The secretarial assistance of Eri Saitoh (Neuropathology, Research Institute for Brain and Blood Vessels – Akita) is greatly appreciated. Drs Shinji Kondo (Neurosurgery, Tottori University), Akira Hori (Neuropathology, Research Institute for Longevity Medicine, Fukushimura Hospital, Japan; and Pathology, Medizinische Hochschule Hannover, Germany) and Gary W. Mathern (Neurosurgery, UCLA Medical Center) are long-term collaborators. “
“We describe a 67-year-old woman without apparent neurological SB203580 molecular weight symptoms, in whom postmortem examination revealed widespread occurrence of eosinophilic neuronal cytoplasmic inclusions
in the central and peripheral nervous systems. The inclusions were round, oval or rod-like in shape. Immunohistochemically, the inclusions were negative
for ubiquitin and not labeled with any other antibodies, except for a partial and weak immunoreactivity with anti-neurofilament occurring rarely. Ultrastructurally, the inclusions revealed two different forms. The common form was entirely composed of bundles of wavy granule-coated filaments (20–30 nm in diameter). The other form consisted of a R788 datasheet core containing linear filaments (12–15 nm in diameter) with electron-dense ribosome-like granules and an outer zone with wavy filaments as seen in the former. This inclusion seems to represent a new type of neuronal cytoplasmic inclusion. “
“TDP-43 is a major disease protein in amyotrophic lateral sclerosis (ALS) and frontotemporal lobar degeneration with TDP-43 (FTLD-TDP). To evaluate the effectiveness of proteinase Tyrosine-protein kinase BLK K (PK) treatment in antigen retrieval for native and phosphorylated TDP-43 protein, we examined the temporal cortex and spinal cord from patients with sporadic ALS and FTLD-TDP and control subjects.
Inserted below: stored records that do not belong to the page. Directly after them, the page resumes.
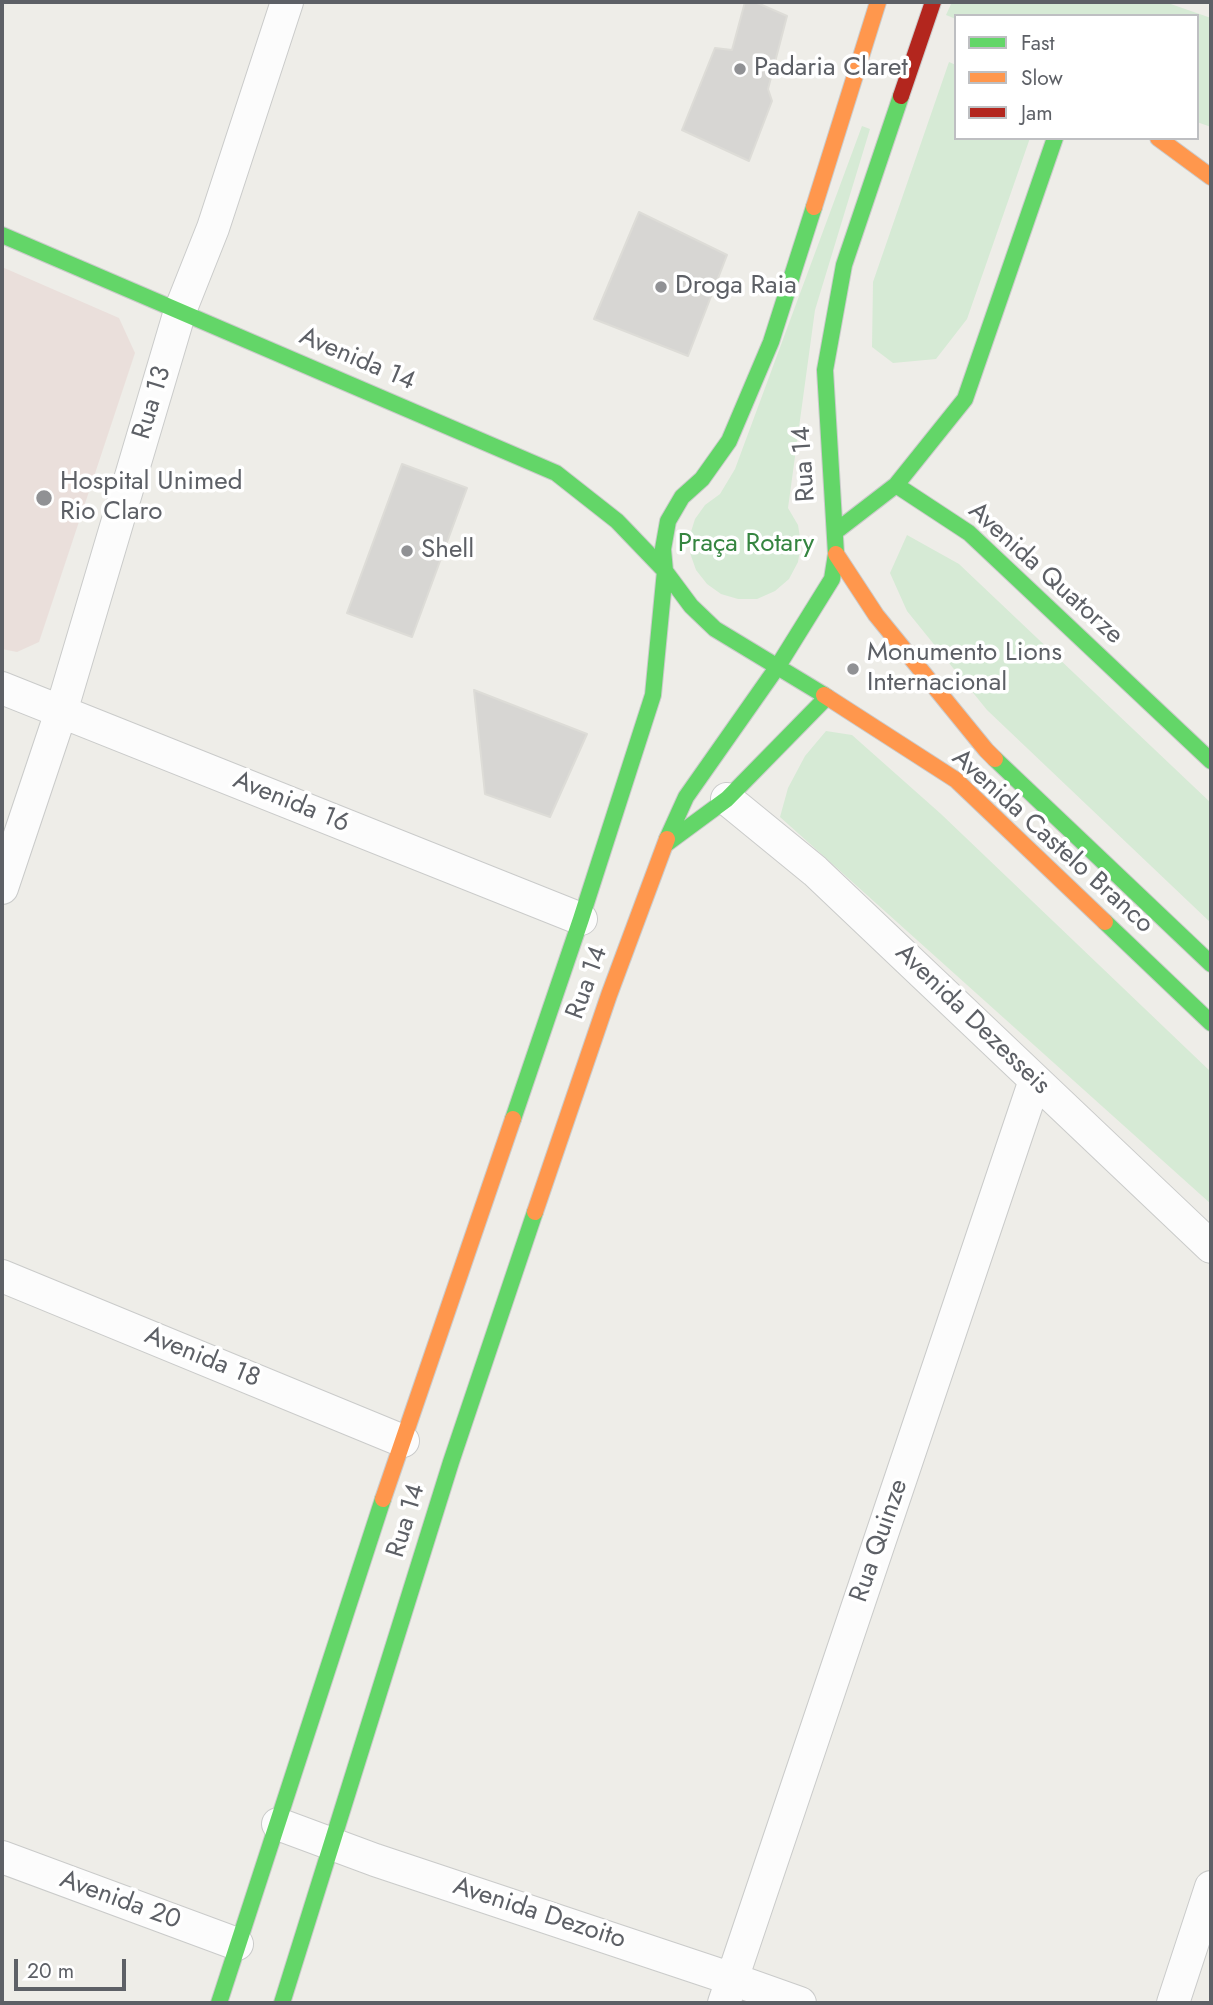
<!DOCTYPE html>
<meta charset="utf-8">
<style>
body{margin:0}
#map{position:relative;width:1213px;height:2005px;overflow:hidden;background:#eeede8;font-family:Jost,sans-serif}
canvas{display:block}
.frame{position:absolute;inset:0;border:4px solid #5d6066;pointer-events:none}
.legend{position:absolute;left:954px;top:14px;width:245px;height:126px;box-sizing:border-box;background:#fff;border:2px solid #bebfc2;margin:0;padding:9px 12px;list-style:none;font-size:21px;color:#5d6066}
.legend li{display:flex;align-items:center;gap:14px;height:35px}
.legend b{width:35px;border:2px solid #bebfc2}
.scale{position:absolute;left:14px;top:1959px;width:112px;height:32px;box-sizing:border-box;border:4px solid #5d6066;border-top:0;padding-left:9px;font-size:21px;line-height:24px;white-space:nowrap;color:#5d6066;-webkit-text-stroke:5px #fff;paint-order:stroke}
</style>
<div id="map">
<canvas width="1213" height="2005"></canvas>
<div class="frame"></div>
<ul class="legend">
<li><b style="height:9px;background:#63d668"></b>Fast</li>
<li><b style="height:9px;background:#ff974d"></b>Slow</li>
<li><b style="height:9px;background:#b3261e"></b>Jam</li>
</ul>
<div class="scale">20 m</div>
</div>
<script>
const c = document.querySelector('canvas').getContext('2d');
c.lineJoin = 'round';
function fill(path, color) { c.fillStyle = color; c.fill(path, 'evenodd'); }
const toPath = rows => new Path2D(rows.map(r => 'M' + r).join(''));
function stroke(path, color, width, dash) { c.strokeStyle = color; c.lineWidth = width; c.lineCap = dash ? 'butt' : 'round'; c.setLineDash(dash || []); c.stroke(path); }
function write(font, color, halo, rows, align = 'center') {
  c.font = font + ' Jost,sans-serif'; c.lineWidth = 7; c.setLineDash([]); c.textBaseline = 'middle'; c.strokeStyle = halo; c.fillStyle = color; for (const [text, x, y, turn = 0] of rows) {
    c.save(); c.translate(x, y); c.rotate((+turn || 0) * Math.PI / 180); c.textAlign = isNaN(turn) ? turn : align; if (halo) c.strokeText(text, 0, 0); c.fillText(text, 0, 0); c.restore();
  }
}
fill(toPath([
 [2,267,119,318,135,353,39,642,17,652,2,649]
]), '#eadfdb');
fill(toPath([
 [952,2,1165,2,1211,18,1211,127,1197,122,1197,16,956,16,956,19,946,15],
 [949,62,956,65,956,138,1030,138,967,319,936,359,893,363,872,347,873,282],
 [862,126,870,129,815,310,788,508,798,525,801,544,798,562,789,579,775,591,757,599,738,599,721,594,707,584,696,570,690,553,690,535,695,519,705,505,720,494,735,469],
 [907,535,959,564,1211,803,1211,923,987,710,907,611,890,573],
 [826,731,852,735,941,814,1211,1072,1211,1204,780,817,788,788,805,756]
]), '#d6ead5');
const building = toPath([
 [745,2,755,2,787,16,768,89,772,101,749,161,682,130,715,48,732,50,745,2],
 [639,212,727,255,688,356,594,319,639,212],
 [402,464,467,488,412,637,347,613,402,464],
 [474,690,587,734,550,817,485,794,474,690]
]);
fill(building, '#d7d6d3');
stroke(building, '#dddcd7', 2);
const street = toPath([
 [2,688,581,919],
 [727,799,815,871,1211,1247],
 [2,888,61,712,180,311,213,228,287,2],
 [2,1276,403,1441],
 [278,1824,375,1860,732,1979,800,2003],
 [2,1857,237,1944],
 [724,2003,1035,1080],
 [1173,2003,1211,1887]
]);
const fast = toPath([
 [2,235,556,473,617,521,665,571,691,606,715,629,824,695],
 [896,485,965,399,1055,138],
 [835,532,896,485,969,533,1211,761],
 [995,759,1211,964],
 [667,839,686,797,778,666,832,579,836,554,825,370,844,265,901,96],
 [666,844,727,799,827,697],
 [1105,922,1211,1023],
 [513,1119,581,919,653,695,665,571,663,549,668,521,682,497,702,479,729,441,771,342,814,207],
 [219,2003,383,1499],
 [282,2003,451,1462,535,1212]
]);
const slow = toPath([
 [1158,138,1211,177],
 [814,207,878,2],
 [836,554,876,615,986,750,995,759],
 [824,695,956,780,1105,922],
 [535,1212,609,995,667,839],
 [383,1499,513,1119]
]);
const jam = toPath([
 [901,96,933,2]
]);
stroke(street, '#cacbca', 34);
stroke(fast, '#cbcbcb', 18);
stroke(slow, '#cbcbcb', 18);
stroke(jam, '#cbcbcb', 18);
stroke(street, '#fcfcfc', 32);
stroke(fast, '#63d668', 16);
stroke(slow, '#ff974d', 16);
stroke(jam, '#b3261e', 16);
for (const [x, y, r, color] of [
 [740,69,7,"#909194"],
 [661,287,7,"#909194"],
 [44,498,9,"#909194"],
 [407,551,7,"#909194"],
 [853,669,7,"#909194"]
]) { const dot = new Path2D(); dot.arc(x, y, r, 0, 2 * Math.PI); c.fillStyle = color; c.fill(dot); stroke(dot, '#fff', 2.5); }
write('26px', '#5d6066', '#fff', [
 ["Padaria Claret",754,69],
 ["Droga Raia",675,287],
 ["Hospital Unimed",60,483],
 ["Rio Claro",60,513],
 ["Shell",421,551],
 ["Monumento Lions",867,654],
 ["Internacional",867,684]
], 'left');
write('26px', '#5d6066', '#fff', [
 ["Avenida 14",357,360,23],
 ["Rua 13",153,403,-73],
 ["Rua 14",805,464,-94],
 ["Avenida Quatorze",1045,574,42],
 ["Avenida 16",291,803,22],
 ["Avenida Castelo Branco",1052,842,42],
 ["Rua 14",588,983,-70],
 ["Avenida Dezesseis",972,1020,44],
 ["Avenida 18",202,1358,22],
 ["Rua 14",407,1521,-73],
 ["Rua Quinze",880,1541,-71],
 ["Avenida 20",120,1901,20],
 ["Avenida Dezoito",539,1914,18]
]);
write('26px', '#358540', '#fff', [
 ["Praça Rotary",746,545]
]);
</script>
PK treatment following heat retrieval enhanced the immunoreactivity for native TDP-43 in controls as well as for native and phosphorylated TDP-43 in ALS and FTLD-TDP. A significant number of TDP-43-positive neuropil threads were demonstrated in lesions, in which routine immunohistochemistry revealed that the predominant inclusions are cytoplasmic. This retrieval method is the best of immunohistochemical techniques for demonstrating TDP-43 pathology, especially in the neuropil. “
“C. Nicaise, D. Mitrecic and R. Pochet (2011) Neuropathology and Applied Neurobiology37, 179–188 Brain and spinal cord affected by amyotrophic lateral sclerosis induce differential growth factors expression in rat mesenchymal and neural stem cells Stem cell research raises hopes for incurable neurodegenerative diseases.